Not surprisingly, almost everybody who showed up was a Democrat, many of them longtime party activists. But the gathering included some local Republicans, including a McCracken County commissioner. (Paducah is the county seat.)
“Yes, I’m running as a proud Democrat, but the moment we win, we take those hats off, and we serve every single Kentuckian,” the governor said in his impromptu stump speech, which was frequently interrupted by loud cheering and applause. “It’s a recognition that a good job isn’t Democrat or Republican. A new bridge isn’t red or blue.”
Beshear, a political moderate, promised “whether you are a Democrat, Republican, independent or other, there is a place for you on this campaign and in this administration.”
Accompanying Beshear were Lt. Gov. Jacqueline Coleman and a trio of Democratic hopefuls: Michael Bowman, who is running for state treasurer; Sierra Enlow, who wants to be agriculture commissioner; and Col. Pam Stevenson, who aims to succeed Attorney Gen. Daniel Cameron, Beshear’s MAGA Republican opponent.
The crowd also included several area labor union officers. The Kentucky State AFL-CIO unanimously endorsed Beshear and the rest of the Democratic ticket.
Helping swell the throng, too, were Frankfort-based Kentucky Education Association President Eddie Campbell and several KEA member teachers, most of them in bright red shirts.
The governor said the Democratic ticket is “not Team Red or Team Blue, this is one team Kentucky. But that’s not what you’re hearing from the other side, is it? That’s not what they’re putting on TV, is it? What you’re seeing is fear and anger, even urging Kentuckians to violate our faith and values to break that Golden Rule – trying to get one Kentuckian to hate another.”

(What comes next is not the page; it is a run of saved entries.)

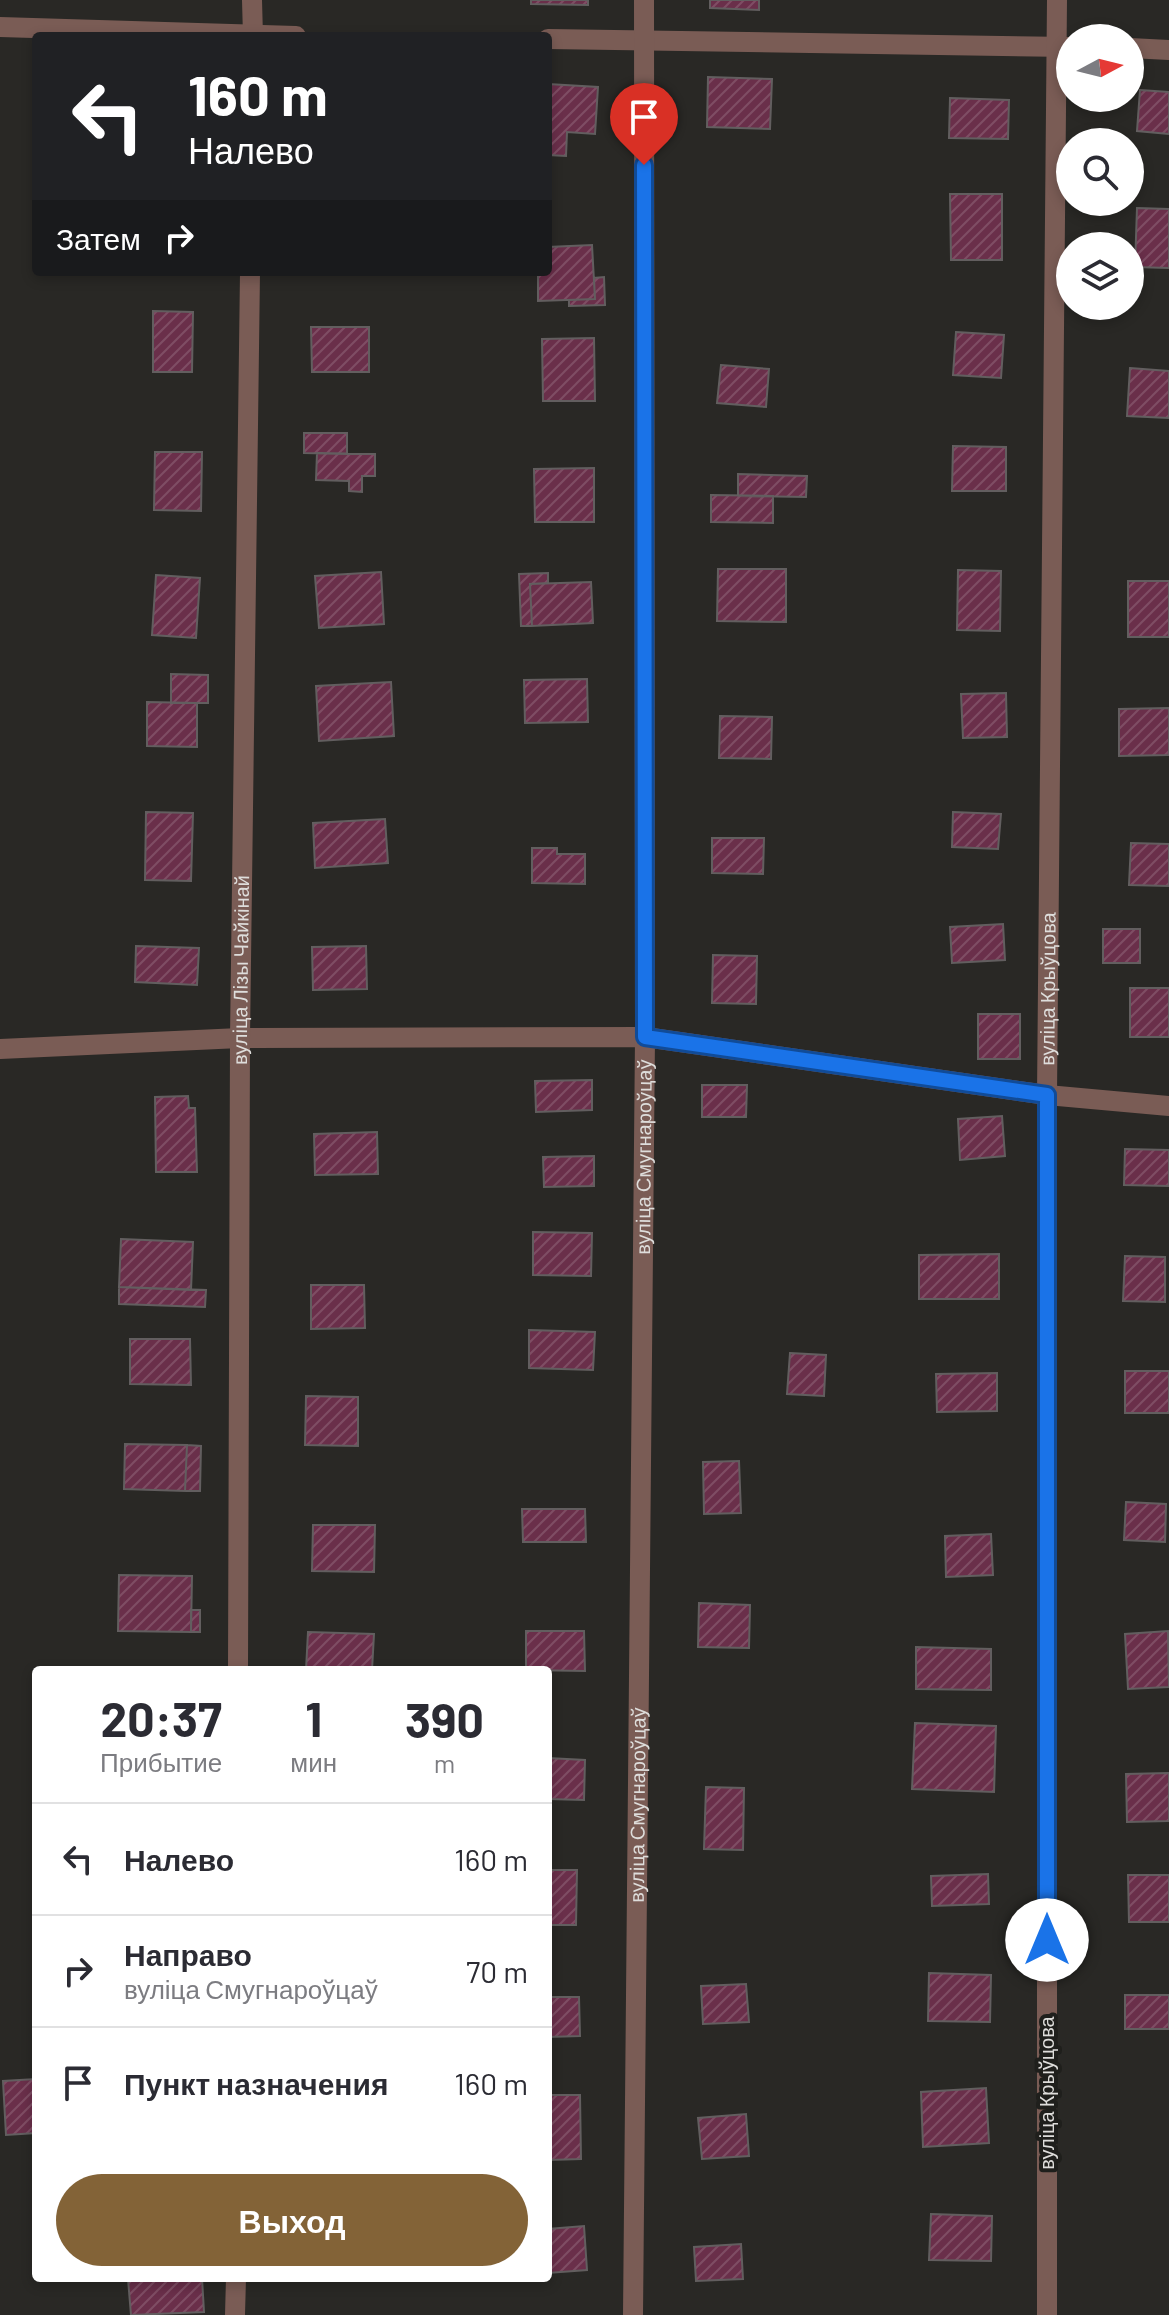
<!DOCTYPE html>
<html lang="ru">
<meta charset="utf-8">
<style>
body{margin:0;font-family:Barlow,sans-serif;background:#f2f2f3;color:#2b2b33;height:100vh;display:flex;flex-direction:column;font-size:30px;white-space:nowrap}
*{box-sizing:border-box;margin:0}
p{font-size:26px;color:#7c7c81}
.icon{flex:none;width:44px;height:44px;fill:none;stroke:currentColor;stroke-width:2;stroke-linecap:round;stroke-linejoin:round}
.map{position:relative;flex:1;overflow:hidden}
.drawer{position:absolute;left:32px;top:1666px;width:520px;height:616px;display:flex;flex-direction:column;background:#fff;border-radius:8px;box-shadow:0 4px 12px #0003}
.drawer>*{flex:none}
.top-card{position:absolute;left:32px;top:32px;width:520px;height:244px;border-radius:8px;box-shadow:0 4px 12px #0003;background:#202124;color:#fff;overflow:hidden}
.needle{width:52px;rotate:83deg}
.buttons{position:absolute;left:1056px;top:24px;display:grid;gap:16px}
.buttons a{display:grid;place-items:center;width:88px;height:88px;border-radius:50%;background:#fff;box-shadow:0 4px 12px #0003;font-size:40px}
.pin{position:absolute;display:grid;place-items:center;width:68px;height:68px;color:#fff;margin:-82px -34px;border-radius:50% 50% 50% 0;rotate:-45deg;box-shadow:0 0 8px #0007}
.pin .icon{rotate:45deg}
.me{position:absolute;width:88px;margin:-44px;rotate:0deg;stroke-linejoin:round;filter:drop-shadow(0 0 6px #0008)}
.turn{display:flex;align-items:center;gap:28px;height:168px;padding:0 24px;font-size:36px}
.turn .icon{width:104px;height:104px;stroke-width:2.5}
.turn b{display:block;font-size:56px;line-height:68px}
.then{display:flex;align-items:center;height:76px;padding:0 24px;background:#0003;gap:16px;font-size:30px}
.eta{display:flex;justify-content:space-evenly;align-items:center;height:136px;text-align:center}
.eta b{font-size:48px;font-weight:700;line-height:56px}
.cta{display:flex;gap:16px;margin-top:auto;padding:16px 24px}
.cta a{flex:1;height:92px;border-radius:48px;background:#836337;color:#fff;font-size:32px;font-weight:700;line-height:92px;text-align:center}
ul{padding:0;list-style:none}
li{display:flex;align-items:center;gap:24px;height:112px;padding:0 24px;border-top:2px solid #e1e1e2}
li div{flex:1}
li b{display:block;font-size:30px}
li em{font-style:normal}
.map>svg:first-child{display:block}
.building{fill:url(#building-hatch);stroke:#625e5f;stroke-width:2}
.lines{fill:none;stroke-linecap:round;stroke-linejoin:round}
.minor{stroke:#7a5c55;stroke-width:20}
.route-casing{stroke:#114b97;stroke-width:20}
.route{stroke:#1a73e8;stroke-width:14}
.labels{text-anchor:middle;stroke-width:8;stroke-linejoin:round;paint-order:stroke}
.street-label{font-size:20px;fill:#dedddb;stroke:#1f1f1c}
</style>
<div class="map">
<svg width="1169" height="2315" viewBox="0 0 1169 2315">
<defs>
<pattern id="building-hatch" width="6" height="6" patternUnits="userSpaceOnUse" patternTransform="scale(2)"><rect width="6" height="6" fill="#6a2f4a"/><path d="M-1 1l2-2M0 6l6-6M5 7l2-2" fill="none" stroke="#7f4d64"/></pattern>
</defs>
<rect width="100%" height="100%" fill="#292825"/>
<path class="building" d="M 531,0 L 588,0 L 588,5 L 531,4 Z
M 710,0 L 759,0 L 759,10 L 710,8 Z
M 708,77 L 772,79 L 770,129 L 707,127 Z
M 548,84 L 598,87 L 595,134 L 567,132 L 566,156 L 548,155 Z
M 1140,90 L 1169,92 L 1169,134 L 1137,131 Z
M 950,98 L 1009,100 L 1008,139 L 949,138 Z
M 950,194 L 1002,194 L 1002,260 L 951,260 Z
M 1137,208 L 1169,209 L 1169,268 L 1135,267 Z
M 592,245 L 595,299 L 538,301 L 538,272 L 548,272 L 548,247 Z
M 604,277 L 605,305 L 569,306 L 569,300 L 595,299 L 594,278 Z
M 153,311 L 193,312 L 192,372 L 153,372 Z
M 311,327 L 369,327 L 369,372 L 312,372 Z
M 956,332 L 1004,335 L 1001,378 L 953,375 Z
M 594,338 L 595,401 L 543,401 L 542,339 Z
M 721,365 L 769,369 L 766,407 L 717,403 Z
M 1130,368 L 1169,371 L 1169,418 L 1127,416 Z
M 304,433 L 347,433 L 347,454 L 304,453 Z
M 953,446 L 1006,447 L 1006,491 L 952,491 Z
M 155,452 L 202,452 L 201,511 L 154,510 Z
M 317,453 L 375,454 L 375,476 L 362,476 L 362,492 L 349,491 L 349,481 L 316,480 Z
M 594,468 L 594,522 L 535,522 L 534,469 Z
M 738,474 L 807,476 L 806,497 L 738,496 Z
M 711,495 L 773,496 L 773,523 L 711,522 Z
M 718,569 L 786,569 L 786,622 L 717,621 Z
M 958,570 L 1001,571 L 1000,631 L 957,630 Z
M 381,572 L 384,624 L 319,628 L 315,576 Z
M 548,573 L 548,583 L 530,584 L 532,626 L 521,626 L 519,574 Z
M 156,575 L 200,578 L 196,638 L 152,635 Z
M 1128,581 L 1169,581 L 1169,637 L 1128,637 Z
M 591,582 L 593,623 L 532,626 L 530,584 Z
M 171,674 L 208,675 L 208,703 L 171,703 Z
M 587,679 L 588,722 L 525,723 L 524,680 Z
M 391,682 L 394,736 L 319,741 L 316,686 Z
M 1006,693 L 1007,737 L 963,738 L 961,694 Z
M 147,702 L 197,703 L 197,747 L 147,746 Z
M 1169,708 L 1169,755 L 1119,756 L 1119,709 Z
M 720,716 L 772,717 L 771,759 L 719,758 Z
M 146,812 L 193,813 L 191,881 L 145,880 Z
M 953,812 L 1001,814 L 998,849 L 952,847 Z
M 385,819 L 388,863 L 315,868 L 313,823 Z
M 712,838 L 764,838 L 763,874 L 712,873 Z
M 1131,843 L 1169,844 L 1169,886 L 1129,885 Z
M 532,848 L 557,848 L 557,854 L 585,854 L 585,884 L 532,883 Z
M 1003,924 L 1005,960 L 952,963 L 950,927 Z
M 1103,929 L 1140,929 L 1140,963 L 1103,963 Z
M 136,946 L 199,948 L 197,985 L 135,982 Z
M 366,946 L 367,989 L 313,990 L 312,947 Z
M 713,955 L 757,956 L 756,1004 L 712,1003 Z
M 1130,988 L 1169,988 L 1169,1037 L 1130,1037 Z
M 978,1014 L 1020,1014 L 1020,1059 L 978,1059 Z
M 592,1080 L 592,1110 L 536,1112 L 535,1081 Z
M 702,1085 L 747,1085 L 746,1117 L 702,1117 Z
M 188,1096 L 189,1108 L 195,1108 L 197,1172 L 156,1172 L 155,1097 Z
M 1002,1116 L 1005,1156 L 960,1160 L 958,1119 Z
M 377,1132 L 378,1174 L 315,1175 L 314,1134 Z
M 1125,1149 L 1169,1150 L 1169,1186 L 1124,1185 Z
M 594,1156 L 594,1186 L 544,1187 L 543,1157 Z
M 533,1232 L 592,1233 L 591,1276 L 533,1275 Z
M 121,1239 L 193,1242 L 191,1290 L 119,1287 Z
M 999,1254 L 999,1299 L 919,1299 L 919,1255 Z
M 1125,1256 L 1165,1257 L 1165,1302 L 1123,1301 Z
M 311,1285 L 364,1285 L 365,1328 L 311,1329 Z
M 119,1287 L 206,1290 L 205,1307 L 119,1304 Z
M 529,1330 L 595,1332 L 593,1370 L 529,1368 Z
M 130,1339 L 190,1339 L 191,1385 L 130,1384 Z
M 790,1353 L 826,1355 L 824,1396 L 787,1394 Z
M 1125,1371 L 1169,1371 L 1169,1413 L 1125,1413 Z
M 997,1373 L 997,1411 L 937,1412 L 936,1374 Z
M 306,1396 L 358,1397 L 358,1446 L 305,1445 Z
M 125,1444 L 187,1445 L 185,1491 L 124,1489 Z
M 187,1445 L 201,1446 L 200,1491 L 185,1491 Z
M 739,1461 L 741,1513 L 704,1514 L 703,1462 Z
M 1126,1502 L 1166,1504 L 1165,1542 L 1124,1540 Z
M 522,1509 L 585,1509 L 586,1542 L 523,1542 Z
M 313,1525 L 375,1525 L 374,1572 L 312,1571 Z
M 991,1534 L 993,1575 L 946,1577 L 945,1536 Z
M 119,1575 L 192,1576 L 191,1632 L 118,1631 Z
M 699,1603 L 750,1605 L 749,1648 L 698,1647 Z
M 191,1610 L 200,1610 L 200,1632 L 191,1632 Z
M 526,1631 L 584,1631 L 585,1671 L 526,1670 Z
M 1168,1631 L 1169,1687 L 1128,1689 L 1125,1634 Z
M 308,1632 L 374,1634 L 372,1670 L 306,1670 Z
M 916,1647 L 991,1649 L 991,1690 L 916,1689 Z
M 915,1723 L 996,1726 L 994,1792 L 912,1789 Z
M 548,1758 L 585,1760 L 584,1800 L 548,1799 Z
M 1169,1773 L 1169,1821 L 1127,1822 L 1126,1774 Z
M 706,1787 L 744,1788 L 743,1850 L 704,1849 Z
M 548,1870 L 577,1870 L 576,1925 L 548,1925 Z
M 988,1874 L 989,1904 L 932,1906 L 931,1876 Z
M 1128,1875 L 1169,1875 L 1169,1922 L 1129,1922 Z
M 929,1973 L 991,1975 L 990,2022 L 928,2021 Z
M 746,1984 L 749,2022 L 703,2024 L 701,1986 Z
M 1125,1995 L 1169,1995 L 1169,2029 L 1125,2029 Z
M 548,1997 L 579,1997 L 580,2036 L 548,2037 Z
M 36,2079 L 36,2133 L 6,2135 L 3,2081 Z
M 986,2088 L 989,2143 L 923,2147 L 921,2092 Z
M 548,2095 L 580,2095 L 581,2159 L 548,2160 Z
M 746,2114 L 749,2156 L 702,2159 L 698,2118 Z
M 931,2214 L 992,2216 L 991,2261 L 929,2260 Z
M 584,2226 L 587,2270 L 548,2273 L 548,2229 Z
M 741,2244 L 743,2279 L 696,2281 L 694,2247 Z
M 202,2278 L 204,2312 L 131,2315 L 128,2279 Z"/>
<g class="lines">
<g class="minor">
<path d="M 252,0 L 253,36"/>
<path d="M 0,27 L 296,36"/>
<path d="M 548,39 L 1070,47"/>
<path d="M 1130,48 L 1169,50"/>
<path d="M 0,1049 L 240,1038 L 645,1037 L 1047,1095 L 1169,1106"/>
<path id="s1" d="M 238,1670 L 240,1038 L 250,272"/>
<path d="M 235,2315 L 236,2278"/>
<path id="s2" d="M 633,2315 L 645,1037 L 644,0"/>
<path id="s3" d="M 1047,2315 L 1047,1095 L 1057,0"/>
</g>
</g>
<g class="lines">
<g class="route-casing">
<path id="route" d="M 644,165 L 645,1037 L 1047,1095 L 1047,1940"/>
</g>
<use href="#route" class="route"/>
</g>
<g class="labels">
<g class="street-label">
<text dy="7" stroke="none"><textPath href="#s1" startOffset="700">вуліца Лізы Чайкінай</textPath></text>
<text dy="7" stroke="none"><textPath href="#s3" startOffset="1326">вуліца Крыўцова</textPath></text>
<text dy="7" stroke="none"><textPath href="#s2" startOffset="1158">вуліца Смугнароўцаў</textPath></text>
<text dy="7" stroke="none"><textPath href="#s2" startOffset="510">вуліца Смугнароўцаў</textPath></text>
<text transform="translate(1047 2093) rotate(-90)" y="7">вуліца Крыўцова</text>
</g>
</g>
</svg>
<div class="buttons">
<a><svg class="needle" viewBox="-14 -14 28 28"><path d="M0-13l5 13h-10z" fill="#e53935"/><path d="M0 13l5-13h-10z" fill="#7c7c81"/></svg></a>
<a><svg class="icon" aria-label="search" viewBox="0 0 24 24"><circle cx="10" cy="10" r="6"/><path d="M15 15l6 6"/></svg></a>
<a><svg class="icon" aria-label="layers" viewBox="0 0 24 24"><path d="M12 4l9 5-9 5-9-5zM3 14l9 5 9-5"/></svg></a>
</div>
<div class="pin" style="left:644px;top:165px;background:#d93025"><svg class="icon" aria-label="arrive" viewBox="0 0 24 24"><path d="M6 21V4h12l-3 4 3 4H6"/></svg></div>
<svg class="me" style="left:1047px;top:1940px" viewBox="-20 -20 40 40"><circle r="19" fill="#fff"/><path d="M0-13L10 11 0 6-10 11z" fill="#1a73e8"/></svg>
<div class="top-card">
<div class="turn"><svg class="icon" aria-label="left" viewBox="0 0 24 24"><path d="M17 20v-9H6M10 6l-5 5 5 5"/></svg><div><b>160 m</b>Налево</div></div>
<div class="then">Затем<svg class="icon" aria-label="right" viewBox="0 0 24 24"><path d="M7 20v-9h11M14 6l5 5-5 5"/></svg></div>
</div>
<section class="drawer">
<div class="eta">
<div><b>20:37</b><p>Прибытие</p></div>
<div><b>1</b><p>мин</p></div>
<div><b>390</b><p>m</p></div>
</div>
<ul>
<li><svg class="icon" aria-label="left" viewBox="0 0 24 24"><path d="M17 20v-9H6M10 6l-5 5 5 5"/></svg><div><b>Налево</b></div><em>160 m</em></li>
<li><svg class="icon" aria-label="right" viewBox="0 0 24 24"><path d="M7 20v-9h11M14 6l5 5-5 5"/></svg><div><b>Направо</b><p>вуліца Смугнароўцаў</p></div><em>70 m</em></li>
<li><svg class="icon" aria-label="arrive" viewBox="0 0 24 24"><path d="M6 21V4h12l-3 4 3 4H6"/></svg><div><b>Пункт назначения</b></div><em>160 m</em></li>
</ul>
<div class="cta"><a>Выход</a></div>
</section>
</div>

Cameron, who often touts his Donald Trump endorsement, seldom misses a chance to demonize the Democrats, especially Beshear.
“We can send the rest of the country a message that anger politics is a losing campaign strategy,” the governor proposed. “And the way we do that is a big win on Tuesday, Nov. 7.”
A footnote: the fundraiser included the typical catered meal and Beshear-for-governor signs handed out to the crowd for waving during the governor’s remarks. But also featured were little round red, white and blue stickers — with union labels — that said “I WILL VOTE.” Attendees who already had cast ballots were given a sticker on which “WILL” had been marked out and replaced with “ALREADY” and a “D” had been added to “VOTE.”